What is a Data Owner, Really?
What does it mean to take ownership? There are a lot of different ways the term “owner” is used in our society and within our organization. Often industry experts in Security and Data Governance texts will divide ownership up into three different subsets: ownership, stewardship and custodianship. I believe that this approach is left over from land use terminology and oversimplifies how we might understand data today.
I’d like to dive in and really think about data ownership with a number of different lenses. (We are Pluralsight afterall.) I went ahead and did some homework around ownership to really understand the terms as well as the legal and social implications of what it is. From what I discovered (big surprise), ownership is complex.
Ownership
Ownership is a large and often contested concept. It is a multi-variant, changing, and interrelated set of individual and group relations, but generally implies forms of granted rights, agreements, and behaviors broken down across a certain set of qualities. Rights imply both duty and entitlement.
- Possession: concepts around physical custody and control
- Accountability: concepts around responsibility, answerability, and liability
- Execution: concepts around tasks being performed
- Production: concepts around value, profit and reward systems
Ownership implies that the owner is accountable for and to the economic benefits and costs of the property in some way.
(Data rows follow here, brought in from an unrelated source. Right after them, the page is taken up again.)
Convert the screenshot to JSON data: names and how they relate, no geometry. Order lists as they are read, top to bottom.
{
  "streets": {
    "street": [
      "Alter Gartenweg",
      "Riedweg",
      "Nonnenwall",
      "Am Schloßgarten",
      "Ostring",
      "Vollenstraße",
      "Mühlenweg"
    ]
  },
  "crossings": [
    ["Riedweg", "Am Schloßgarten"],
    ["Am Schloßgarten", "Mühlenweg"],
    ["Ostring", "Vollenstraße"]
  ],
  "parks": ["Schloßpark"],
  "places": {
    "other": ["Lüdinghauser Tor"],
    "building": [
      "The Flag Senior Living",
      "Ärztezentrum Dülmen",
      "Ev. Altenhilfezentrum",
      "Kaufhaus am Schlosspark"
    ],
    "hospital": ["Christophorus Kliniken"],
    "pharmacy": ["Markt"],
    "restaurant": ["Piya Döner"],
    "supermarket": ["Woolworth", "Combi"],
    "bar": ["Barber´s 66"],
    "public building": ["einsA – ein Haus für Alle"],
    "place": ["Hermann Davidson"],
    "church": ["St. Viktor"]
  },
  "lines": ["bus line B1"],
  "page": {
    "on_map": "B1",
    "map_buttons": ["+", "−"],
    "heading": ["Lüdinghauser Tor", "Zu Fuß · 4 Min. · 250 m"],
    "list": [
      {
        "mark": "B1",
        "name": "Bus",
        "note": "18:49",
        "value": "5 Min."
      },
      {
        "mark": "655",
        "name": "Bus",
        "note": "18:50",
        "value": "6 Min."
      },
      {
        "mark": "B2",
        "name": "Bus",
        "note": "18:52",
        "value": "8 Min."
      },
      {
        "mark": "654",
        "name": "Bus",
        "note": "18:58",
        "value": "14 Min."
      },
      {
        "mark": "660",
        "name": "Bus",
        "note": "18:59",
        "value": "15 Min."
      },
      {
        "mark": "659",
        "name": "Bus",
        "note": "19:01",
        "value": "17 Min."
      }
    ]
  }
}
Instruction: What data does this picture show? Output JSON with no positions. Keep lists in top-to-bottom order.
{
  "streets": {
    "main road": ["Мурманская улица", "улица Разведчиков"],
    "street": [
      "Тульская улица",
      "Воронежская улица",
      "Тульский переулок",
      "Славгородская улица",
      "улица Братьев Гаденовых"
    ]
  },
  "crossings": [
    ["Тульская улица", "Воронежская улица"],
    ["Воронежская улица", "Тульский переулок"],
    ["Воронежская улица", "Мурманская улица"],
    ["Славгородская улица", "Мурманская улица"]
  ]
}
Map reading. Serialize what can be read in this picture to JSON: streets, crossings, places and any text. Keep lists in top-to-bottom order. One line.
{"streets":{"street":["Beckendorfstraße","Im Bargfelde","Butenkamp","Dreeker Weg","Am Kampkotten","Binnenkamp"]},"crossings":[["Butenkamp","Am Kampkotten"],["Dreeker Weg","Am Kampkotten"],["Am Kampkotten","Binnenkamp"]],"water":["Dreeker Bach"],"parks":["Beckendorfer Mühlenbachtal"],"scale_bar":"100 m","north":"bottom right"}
Ultimately, ownership touches on a state of mind.
The rights of an owner include the ability to grant rights and access privileges to others and the rights might be subjective, objective or both depending on the context.
For example, users own a certain amount of their data which is why we have PII and GDPR regulations. Pluralsight owns data that could be related to information generated by our system. PXTs might “own” and be responsible for generating the data within a bounded context and could grant access to other entities to view or upsert data generated by others through their services.
Generally, as an owner, you have responsibilities around production and consumption regarding the property. Owners apply a certain lens to solve problems around the property involved. As an owner, you can be both a grantor and a grantee. Owners are granted authority within a larger system, and can grant systems of rules, behaviors, and responsibilities to others regarding their properties. This can apply to software just like it does with more concrete property.
Data
Data at its lowest form is the facts, and nothing but the facts. It’s the ones and zeroes - the quantities, characters, and symbols. Data is our basis of reasoning and calculation, but it does not necessarily include the context in which it was generated. Data is stored and transmitted in the form of electrical signals and recorded on magnetic, optical, or mechanical recording media.
Operations are performed on data by a system. Data is assigned and operated upon using different models and contexts. Data is only relevant in as much as it is related and associated within a larger system and other distinct pieces of information. In its system it is formatted in a certain, agreed upon (standardized) way. By this definition where and what definitions we standardize becomes important. Data is tightly coupled to the system in which it resides.
Data is Part of a Larger System
A bounded context is a mental (linguistic) model for drawing definitions around these facts (entities, events, functions, behaviors, and attributes) and their formats. Having custody and control, liability, tasks, and value defined for data in these models is essential for ownership to be clearly defined.
Owning a bounded context means that a team holds conceptual knowledge about the data, its interrelationships and dependencies, and the goal of the system. Anyone that does not have a full understanding of the concepts that the bounded context was built around could potentially misuse or misunderstand the data in the system.
As we standardize and change, the scope and reach of the data shifts, as does the inertia of the system. Standardization has benefits and drawbacks and must be weighed carefully by the people it impacts. In order to do that you have to know who it impacts. Having tools and conventions that help us understand that dynamically is part of the reason for this blog post.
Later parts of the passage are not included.